While I’m more inclined to make small-talk in the pool than my wife is, we are both comfortable with the notion of finding our own little corner, under a shady tree, to embrace a naked picnic and a good book. But in several instances, simply getting into the pool for a quick, refreshing dip has become something of a party game in itself. It’s something like real-life Frogger, working strategically to maintain a distance of six feet or more, as nobody is wearing masks in the pool. NOBODY! (And truthfully, why would you want to?) There’s almost a sense that “We’re all here standing in a chlorinated body of water. Certainly, the aerosols from the virus couldn’t survive in an environment like this!
I’ve heard a few folks make a case for the fact that, to some extent, a nudist place is inherently an isolation bubble, particularly in those venues with large residential communities where people remain on the grounds for the entire summer, if not the entire year. But how, exactly, does that work when random visitors, like ourselves, happen onto the property, even a bit more awkward when we are seen huddling nervously near the edge of the pool, averting glances that might cause someone to float over and strike up a conversation with us.
The WSJ piece painted something of a different picture, as Ms. Levitz apparently reached out to several nudist resorts scattered all over the country to find out how each was dealing with these onerous face mask regulations. Apparently, the facts in her article were largely based on self-reportage that mimics what one finds on various websites where resorts report how they are adhering closely to state mandates while putting the health and safety of clients and residents as the top priority. Levitz even reports on a Pennsylvania resort (that we have not visited) where one of the employees remarks on the ironic inconvenience of patrons needing to carry around their face masks with them when not in use, lacking pockets or handbags in which to store them. (We have not witnessed this inconvenient trend, as it has seemed of little concern where we’ve been.) Interestingly, that same resort has been advertising a new policy on their website that provides red wristbands to visitors who feel adamant about social distancing with others – suggesting that perhaps that’s not been the default operation procedure for the majority of their visitors.

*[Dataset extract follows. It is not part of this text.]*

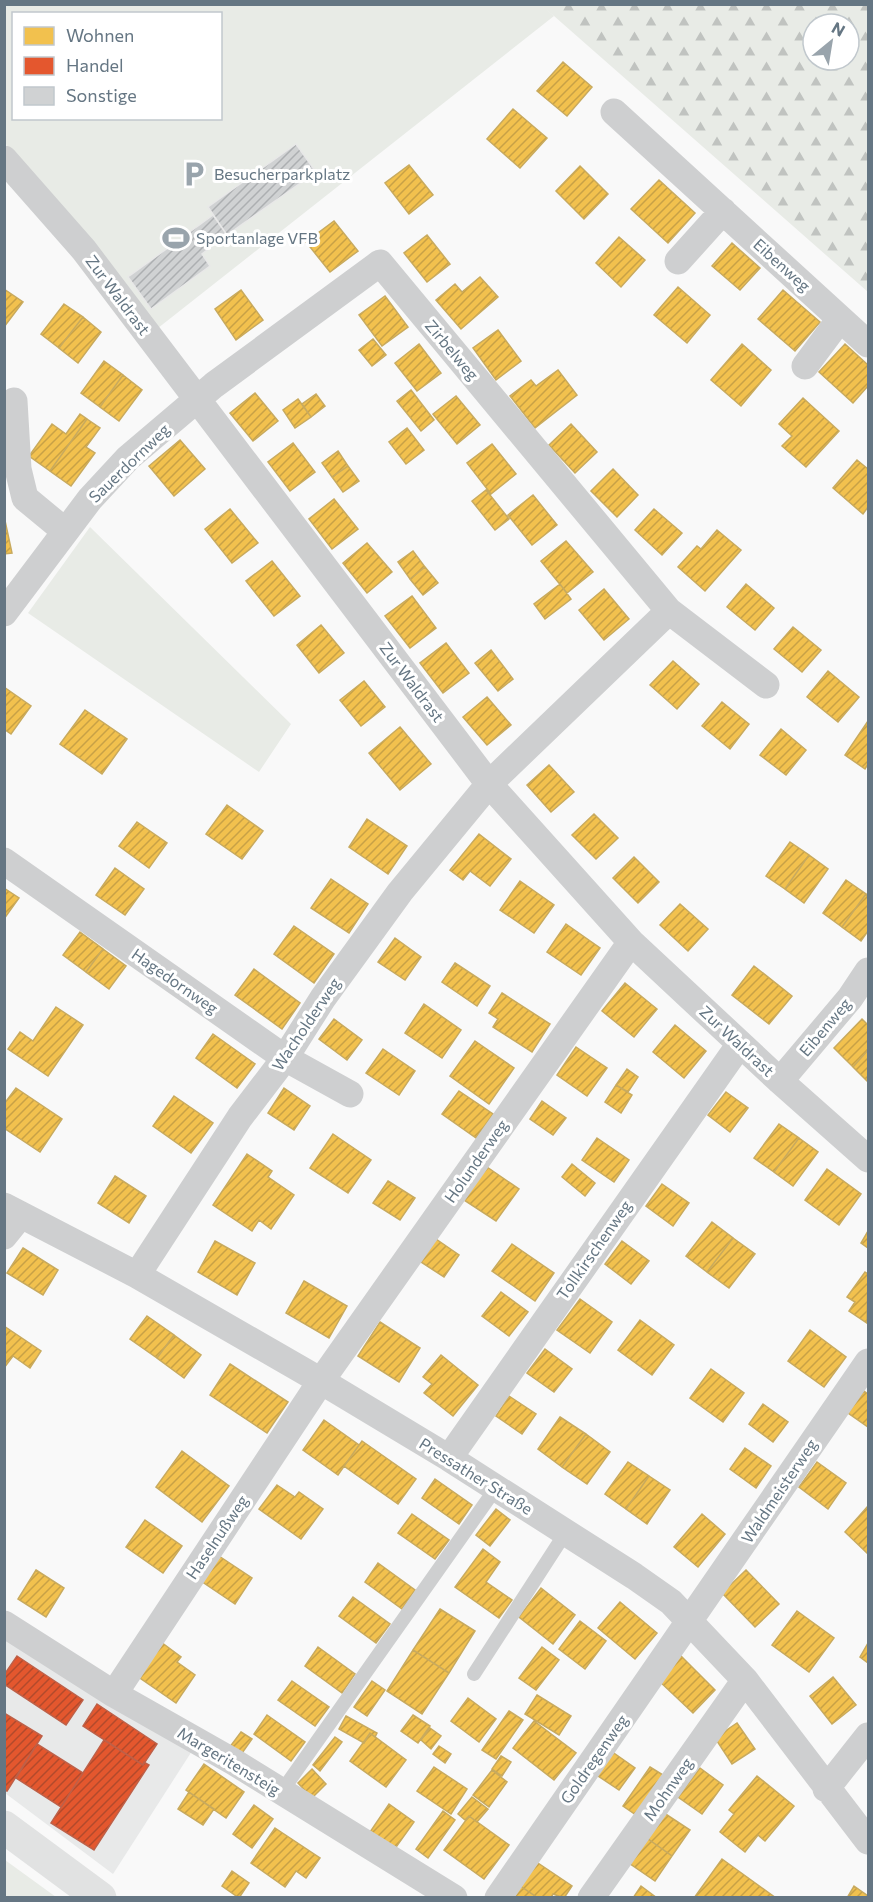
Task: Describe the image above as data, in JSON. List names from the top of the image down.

As a side note, while the author attempts to keep a serious tone in her naked reportage, the 122 comments (at this writing) that follow the article are loaded with mocking puns and ill-informed – if not outright judgey – insults and disparaging remarks, many of which incessantly harp on the well-worn trope, “Why do people go to these places? These people do not have bodies anybody wants to see naked!” Nearly as many readers commended Ms. Levitz on providing a good laugh in this humorous read – a welcome relief from the steady stream of bad news found elsewhere in the publication. Ugh.
The take away? Well, I guess there are two…
- I wouldn’t rely on the Wall Street Journal to provide up to the minute information on safety measures at nudist resorts in the United States before planning your next nakation, and
- It turns out that nudist are, indeed pretty much like their textile-friendly counterparts: Some are judicious in their efforts to contain the pandemic so we can all get on with our lives sooner than later, while others have seemingly dismissed the threat of the virus altogether, and are simply living their lives with varying measures for personal safety.
Huh. I guess it turns out that nudists are more similar to the population-at-large than most WSJ readers might assume, even if we’re wearing face masks and nothing else.